Q. Siloed data has long been a problem, particularly from the customer and employee experience perspectives. So why do too many companies keep it locked up?
Data shouldn’t be (and likely isn’t) being kept locked up intentionally. Rather, the data originated in an application that is not easily or fully accessible therefore creating a silo: and connecting this siloed data can be difficult.
These data silos are why it is important to have the ability to bring data together from disparate channels, interactions, and applications. It is this problem that leading vendors are seeking to solve with a data hub. If this data can reside at the core of a customer engagement platform, it can then be used to both drive actionable insights across applications – but also be used to train the AI embedded into applications and workflows. It then contributes to improved operational efficiency as well as CX automation.
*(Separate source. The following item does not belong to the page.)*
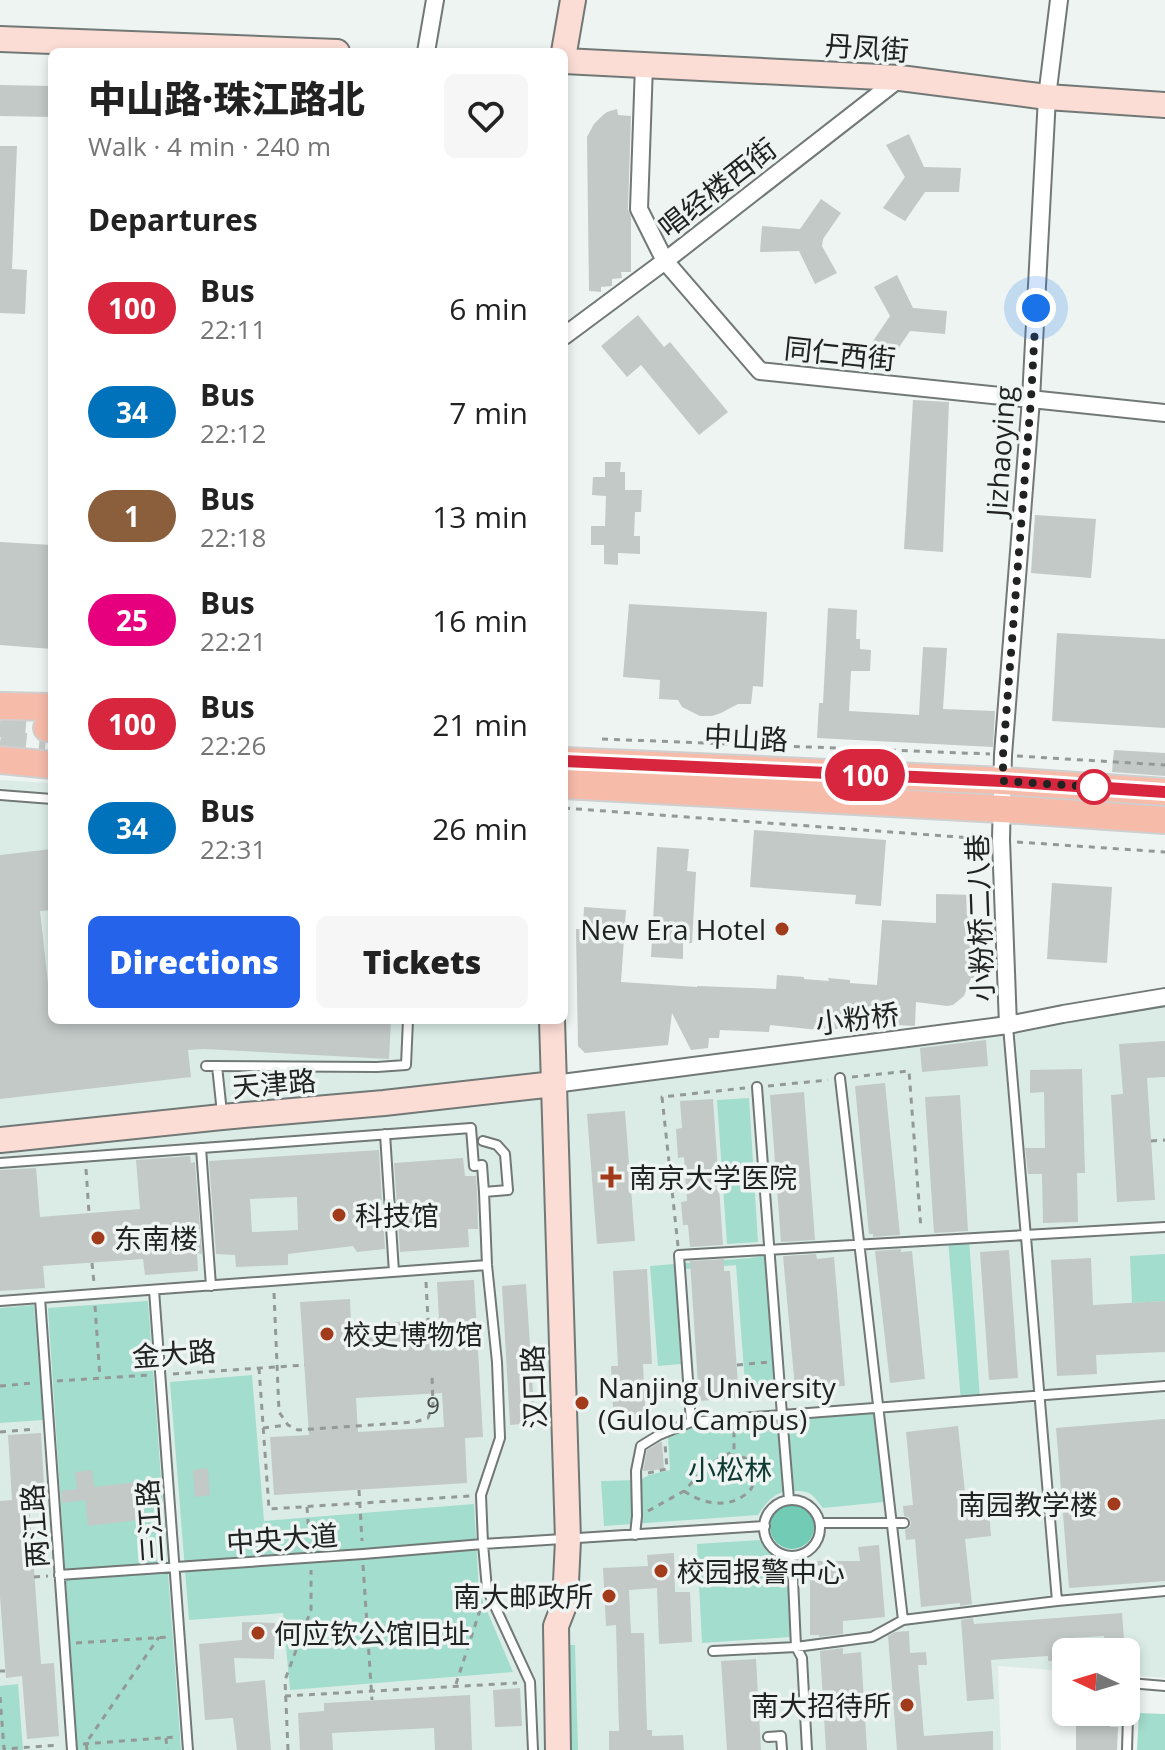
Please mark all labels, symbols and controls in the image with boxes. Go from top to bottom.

“With an open platform approach, you can harness engagement data from multiple applications or channels: breaking down data barriers...”
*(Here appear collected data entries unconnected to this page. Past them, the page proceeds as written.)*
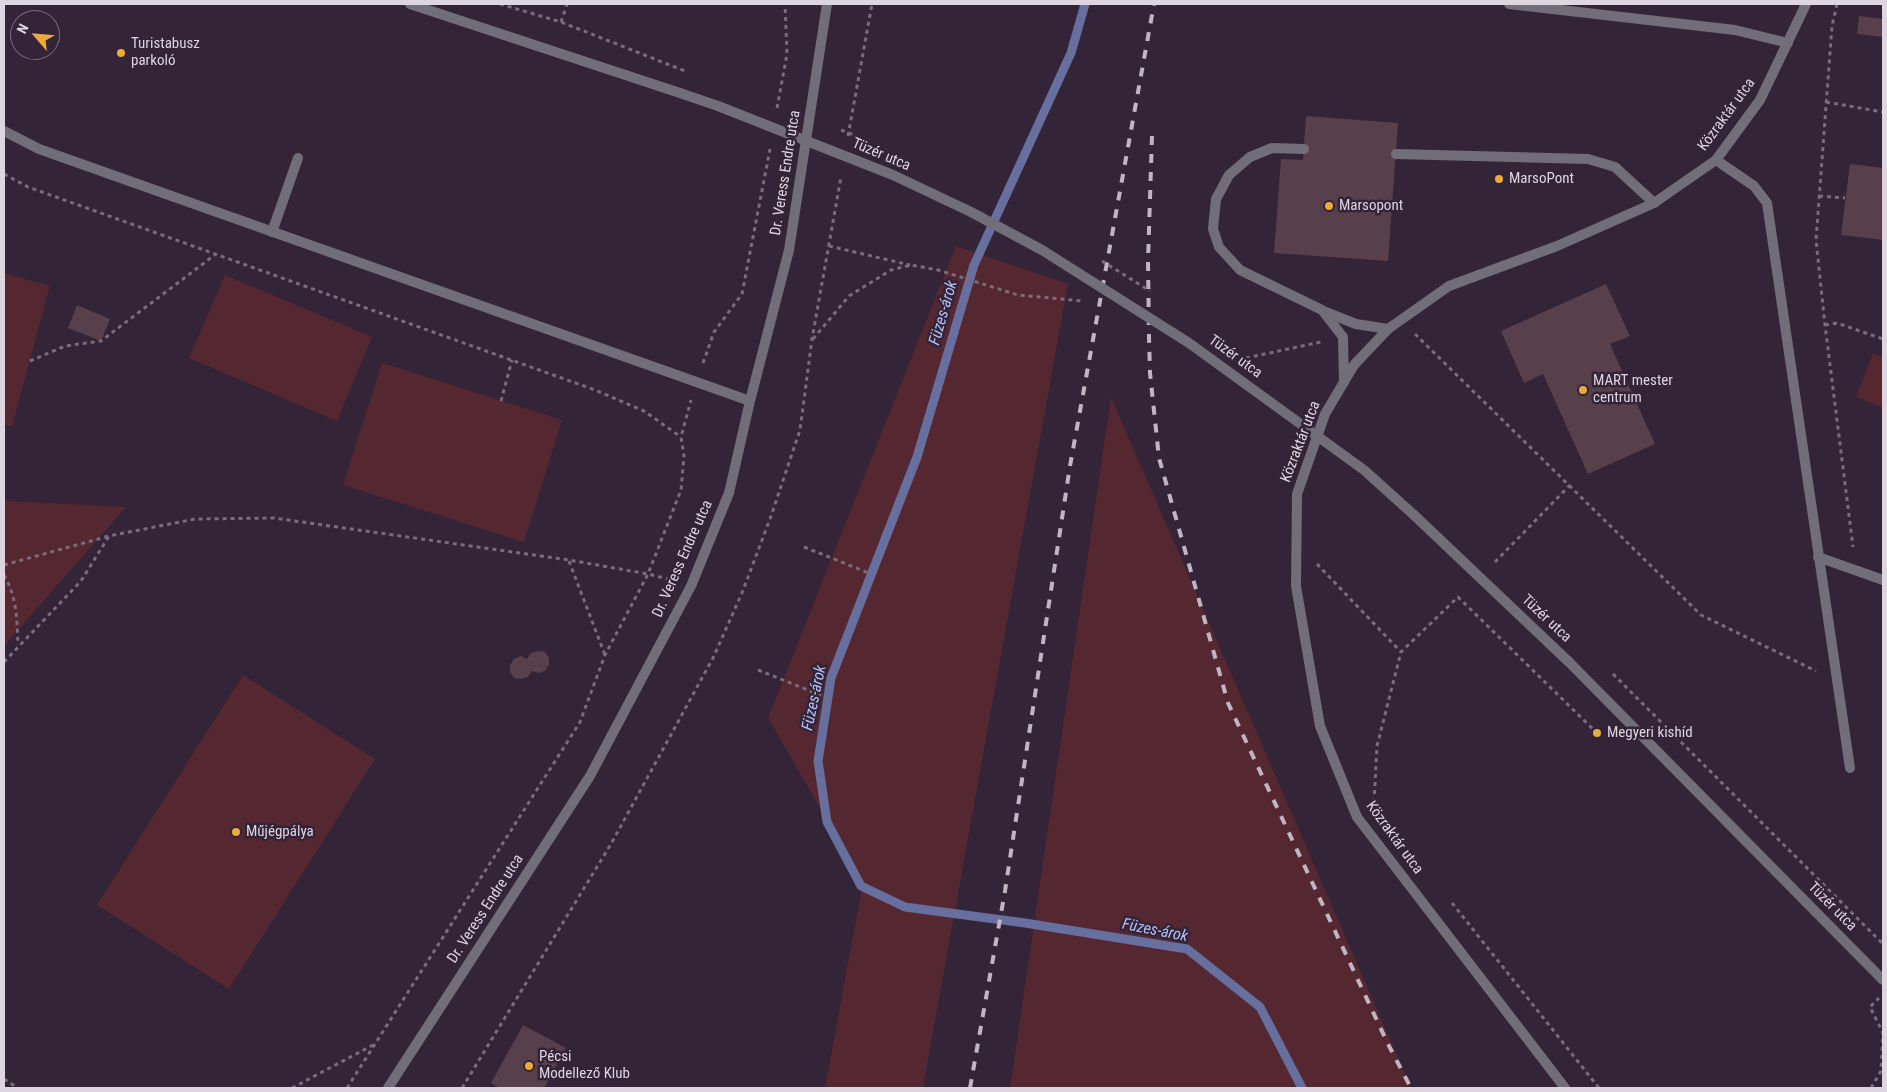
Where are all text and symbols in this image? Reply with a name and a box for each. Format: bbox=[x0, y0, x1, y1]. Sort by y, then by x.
north arrow bbox=[10, 10, 60, 60]
text: N bbox=[13, 21, 32, 36]
place label: Turistabusz parkoló bbox=[131, 35, 200, 70]
marker: Turistabusz parkoló bbox=[115, 47, 127, 59]
street label: Közraktár utca bbox=[1695, 75, 1759, 155]
street label: Dr. Veress Endre utca bbox=[767, 109, 805, 237]
street label: Tüzér utca bbox=[849, 135, 913, 175]
place label: MarsoPont bbox=[1509, 170, 1574, 188]
marker: MarsoPont bbox=[1493, 173, 1505, 185]
place label: Marsopont bbox=[1339, 197, 1403, 215]
marker: Marsopont bbox=[1323, 200, 1335, 212]
water label: Füzes-árok bbox=[926, 278, 962, 348]
street label: Tüzér utca bbox=[1205, 332, 1265, 382]
place label: MART mester centrum bbox=[1593, 372, 1673, 407]
marker: MART mester centrum bbox=[1577, 384, 1589, 396]
street label: Közraktár utca bbox=[1277, 399, 1325, 485]
street label: Dr. Veress Endre utca bbox=[649, 498, 717, 620]
street label: Tüzér utca bbox=[1517, 591, 1575, 647]
water label: Füzes-árok bbox=[799, 663, 831, 733]
place label: Megyeri kishíd bbox=[1607, 724, 1693, 742]
marker: Megyeri kishíd bbox=[1591, 727, 1603, 739]
street label: Közraktár utca bbox=[1362, 798, 1426, 878]
place label: Műjégpálya bbox=[246, 823, 314, 841]
marker: Műjégpálya bbox=[230, 826, 242, 838]
street label: Dr. Veress Endre utca bbox=[444, 851, 528, 967]
street label: Tüzér utca bbox=[1804, 879, 1860, 935]
water label: Füzes-árok bbox=[1121, 915, 1189, 947]
place label: Pécsi Modellező Klub bbox=[539, 1048, 630, 1083]
marker: Pécsi Modellező Klub bbox=[523, 1060, 535, 1072]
Today, it’s more vital to be able to leverage AI and automation at the core to elevate CX across channels. This is ushering in an approach where organizations must reimagine their contact center architecture with an open systems approach to help organizations make engagement data work 24/7, put AI at the fingertips of agents, maximize CX automation, and support best-in-class operations.
In the past, customer engagement applications and data repositories were built in vacuums. With this “closed” approach, data remains locked within a siloed environment.
With an open platform approach, you can harness engagement data from multiple applications or channels: breaking down data barriers where data isn’t locked within a single vendor environment.
You can then normalize and enrich that data so you can draw parallels and connect the dots in a consumable and actionable fashion. Which is again why engagement insights applications are so powerful because they give businesses a way to easily retrieve and find actionable insight in their data: and improve the AI models that are used to drive CX automation.
Q. What types of solutions now exist to help improve data management in the contact center, what are their benefits, challenges, and your recommended best practices for implementation and use?
There are many applications that capture customer engagement data. Call recording, text interactions, self and assisted service interactions, Conversational AI solutions: all of these applications capture data, and to different extents make the data available.
However, as this data grows both in amount and complexity, new solutions are required to allow organizations to find actionable insights within the data and harness it for things, such as AI models, that can be used to successfully automate further customer interactions and drive CX automation.
“You need an approach that enables the normalization and enrichment of all engagement data, to drive better AI models, and provide more CX automation.”
Data hub solutions are designed to help make this task easy and affordable. They enable organizations to bring structure to unstructured data across voice and digital channels and enrich data to drive even deeper insights from it. And those vendors that use an open platform approach eliminate the hard work of customizing them for their buyers.
Organizations need data hubs that have adapters that allow them to freely import and export data, and also have easy, intuitive-to-create data management and compliance workflows to help them bring together, manage, and enrich interactions from a variety of channels and modalities.
Regardless of your application blend, you need an approach that enables the normalization and enrichment of all engagement data, to drive better AI models, and provide more CX automation. You will need to apply the tools necessary to provide actionable insights from this data to business users – not just data analysts – regardless of the complexity of the customer journey.